• Goal of the exercise: Gather, from the data below, each line in which the word "margin" occurs.

━━━ Records to use ━━━

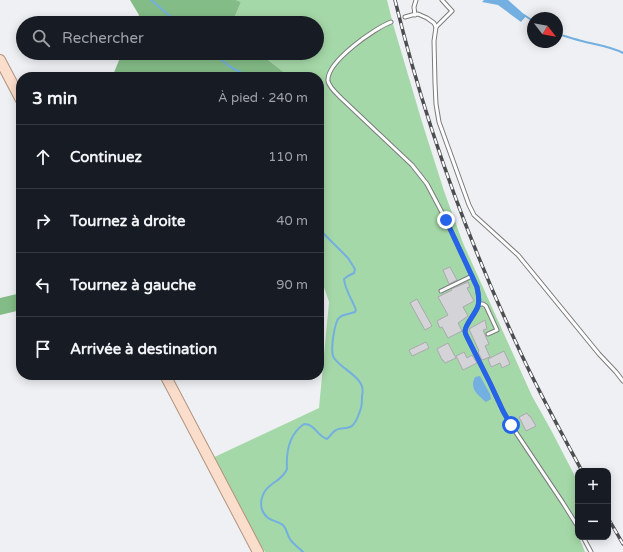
<!DOCTYPE html>
<html lang="fr">
<meta charset="utf-8">
<style>
body{margin:0;font-family:"Varela Round",sans-serif;background:#242831;color:#f1f3f6}
.controls{position:absolute;right:12px;bottom:12px;display:grid;overflow:hidden;border-radius:8px;box-shadow:0 2px 10px #0003}
.controls button{width:36px;height:36px;display:grid;place-items:center;padding:0;border:0;border-bottom:1px solid #363941;background:#171b24;color:#f1f3f6;font:20px sans-serif}
.compass{position:absolute;left:527px;top:12px;width:36px;height:36px;border-radius:50%;background:#171b24;box-shadow:0 2px 10px #0003;rotate:121deg}
.stop{position:absolute;width:12px;height:12px;margin:-9px;border:3px solid #2563eb;border-radius:50%;background:#fff}
.stop.end{background:#2563eb;border-color:#fff;box-shadow:0 1px 4px #0008}
.list{margin:0;padding:0;list-style:none}
h2{display:flex;justify-content:space-between;align-items:center;height:52px;margin:0;padding:0 16px;font-size:17px}
h2 small{font-size:13px;font-weight:400;color:#9ea1a6}
.list li{display:grid;grid-template-columns:26px 1fr auto;gap:12px;align-items:center;box-sizing:border-box;height:64px;padding:0 16px;border-top:1px solid #363941}
.list b{display:block;font-size:15px;white-space:nowrap}
.list em{font-size:13px;font-style:normal;color:#9ea1a6}
.icon{flex:none;width:22px;height:22px;fill:none;stroke:currentColor;stroke-width:2;stroke-linecap:round;stroke-linejoin:round}
.map{position:relative;flex:none;width:623px;height:552px;overflow:hidden}
.search{position:absolute;background:#171b24;box-shadow:0 2px 10px #0003;left:16px;top:16px;width:308px;height:44px;display:flex;align-items:center;gap:10px;box-sizing:border-box;padding:0 14px;border-radius:22px;color:#9ea1a6;font-size:15px}
.panel{position:absolute;background:#171b24;box-shadow:0 2px 10px #0003;left:16px;top:72px;width:308px;height:308px;border-radius:16px}
.map>svg:first-child{display:block}
.green{fill:#a5d8a8}
.forest{fill:#84bc87}
.water{fill:#73afe0}
.lines{fill:none;stroke-linecap:round;stroke-linejoin:round}
.stream{stroke:#73afe0;stroke-width:2}
.building{fill:#d4d4d8;stroke:#a9a9ad}
.lane-casing{stroke:#7b7b7e;stroke-width:5}
.primary-casing{stroke:#b29380;stroke-width:12}
.lane{stroke:#fff;stroke-width:3}
.primary{stroke:#faddcb;stroke-width:10}
.rail-casing{stroke:#4d4e50;stroke-width:3.5}
.rail{stroke:#fdfdff;stroke-width:2;stroke-dasharray:6;stroke-linecap:butt}
.route{stroke:#2563eb;stroke-width:5}
</style>
<div class="map">
<svg width="623" height="552" viewBox="0 0 623 552">
<rect width="100%" height="100%" fill="#eff0f3"/>
<polygon class="green" points="236,0 387,0 393,24 422,122 444,191 463,243 532,396 551,430 578,482 578,537 579,537 585,552 265,552 206,461 319,408 329,302 319,272 319,77 290,77 259,53 317,53 317,23 232,23 241,2"/>
<g class="forest">
<polygon points="130,0 236,0 241,2 232,23 136,23 139,15"/>
<polygon points="122,53 259,53 290,77 114,77 113,75"/>
<polygon points="21,293 21,310 0,315 0,298"/>
</g>
<g class="water">
<polygon points="484,0 508,0 526,16 521,22 498,5 482,2"/>
<path d="M480 376 490 394 491 399 486 402C478 395 469 389 475 377Z"/>
</g>
<g class="lines">
<g class="stream">
<polyline points="151,0 178,23"/>
<polyline points="524,15 533,21"/>
<path d="M557 34C565 36 574 39 582 41 596 45 610 46 623 53"/>
<polyline points="213,53 229,66 249,77"/>
<path d="M303 552C299 548 293 544 290 539 287 535 287 529 283 525 278 521 271 521 267 517 259 510 260 499 265 491 272 481 282 481 287 469 286 452 289 434 304 424 315 424 317 436 327 439 330 437 332 432 336 430 341 427 348 430 353 425 357 421 359 414 361 408 362 404 362 400 362 396 363 392 363 388 361 384 356 374 341 368 334 358 330 352 334 321 340 317 344 314 350 314 355 312L356 310C352 299 345 290 344 279L348 276 354 273 355 269 348 258 319 229"/>
</g>
</g>
<g class="building">
<polygon points="450,267 457,280 449,284 443,270"/>
<polygon points="468,282 470,287 467,288 474,301 463,307 468,316 458,323 462,331 448,338 442,327 440,328 437,321 448,315 438,297 452,290 451,289"/>
<polygon points="417,299 432,326 425,330 410,303"/>
<polygon points="485,320 487,329 483,330 489,344 485,346 490,357 482,360 478,352 479,351 469,329"/>
<polygon points="426,342 429,348 412,356 409,350"/>
<polygon points="448,343 456,358 445,363 443,360 442,360 437,349"/>
<polygon points="504,351 510,364 502,368 500,363 491,367 488,359"/>
<polygon points="464,352 467,358 472,355 477,363 463,370 456,356"/>
<polygon points="527,413 529,416 530,416 536,426 526,431 519,417"/>
</g>
<g class="lines">
<defs>
<g id="lane">
<polyline points="415,15 414,7 416,0"/>
<polyline points="405,17 412,15 418,14 427,18 434,23 436,27 434,41 435,83 436,104 439,122 469,205 474,215 518,255 599,354 616,372 623,381"/>
<path d="M391 22C375 28 326 62 328 81 329 87 337 94 341 98L412 165 427 184 446 220 477 287C478 293 480 299 478 306 476 313 465 325 465 331 465 333 466 335 467 337L490 383 503 411 511 425 563 503 578 527"/>
<polyline points="436,27 452,11 442,0"/>
<polyline points="441,291 472,276"/>
<polyline points="479,304 483,304 486,306 497,330 488,334"/>
<polyline points="583,537 591,552"/>
</g>
<g id="primary">
<polyline points="0,60 21,100"/>
<polyline points="165,375 258,552"/>
</g>
</defs>
<use href="#lane" class="lane-casing"/>
<use href="#primary" class="primary-casing"/>
<use href="#lane" class="lane"/>
<use href="#primary" class="primary"/>
<defs>
<g id="rail">
<path d="M395 0C424 119 466 236 518 347 537 389 560 430 582 471"/>
<polyline points="608,518 623,544"/>
</g>
</defs>
<use href="#rail" class="rail-casing"/>
<use href="#rail" class="rail"/>
</g>
<g class="lines">
<path class="route" d="M446 220 477 287C478 293 480 299 478 306 476 313 465 325 465 331 465 333 466 335 467 337L490 383 503 411 511 425"/>
</g>
</svg>
<div class="controls">
<button>+</button>
<button>−</button>
</div>
<svg class="compass" viewBox="-18 -18 36 36"><path d="M0-13l5 13h-10z" fill="#e53935"/><path d="M0 13l5-13h-10z" fill="#9ea1a6"/></svg>
<div class="stop" style="left:511px;top:425px"></div>
<div class="stop end" style="left:446px;top:220px"></div>
<div class="search"><svg class="icon" aria-label="search" viewBox="0 0 24 24"><circle cx="10" cy="10" r="6"/><path d="M15 15l6 6"/></svg>Rechercher</div>
<section class="panel">
<h2>3 min<small>À pied · 240 m</small></h2>
<ul class="list">
<li><svg class="icon" aria-label="ahead" viewBox="0 0 24 24"><path d="M12 20V5M6 11l6-6 6 6"/></svg><div><b>Continuez</b></div><em>110 m</em></li>
<li><svg class="icon" aria-label="right" viewBox="0 0 24 24"><path d="M7 20v-9h11M14 6l5 5-5 5"/></svg><div><b>Tournez à droite</b></div><em>40 m</em></li>
<li><svg class="icon" aria-label="left" viewBox="0 0 24 24"><path d="M17 20v-9H6M10 6l-5 5 5 5"/></svg><div><b>Tournez à gauche</b></div><em>90 m</em></li>
<li><svg class="icon" aria-label="arrive" viewBox="0 0 24 24"><path d="M6 21V4h12l-3 4 3 4H6"/></svg><div><b>Arrivée à destination</b></div></li>
</ul>
</section>
</div>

━━━

• Task response:
body{margin:0;font-family:"Varela Round",sans-serif;background:#242831;color:#f1f3f6}
.stop{position:absolute;width:12px;height:12px;margin:-9px;border:3px solid #2563eb;border-radius:50%;background:#fff}
.list{margin:0;padding:0;list-style:none}
h2{display:flex;justify-content:space-between;align-items:center;height:52px;margin:0;padding:0 16px;font-size:17px}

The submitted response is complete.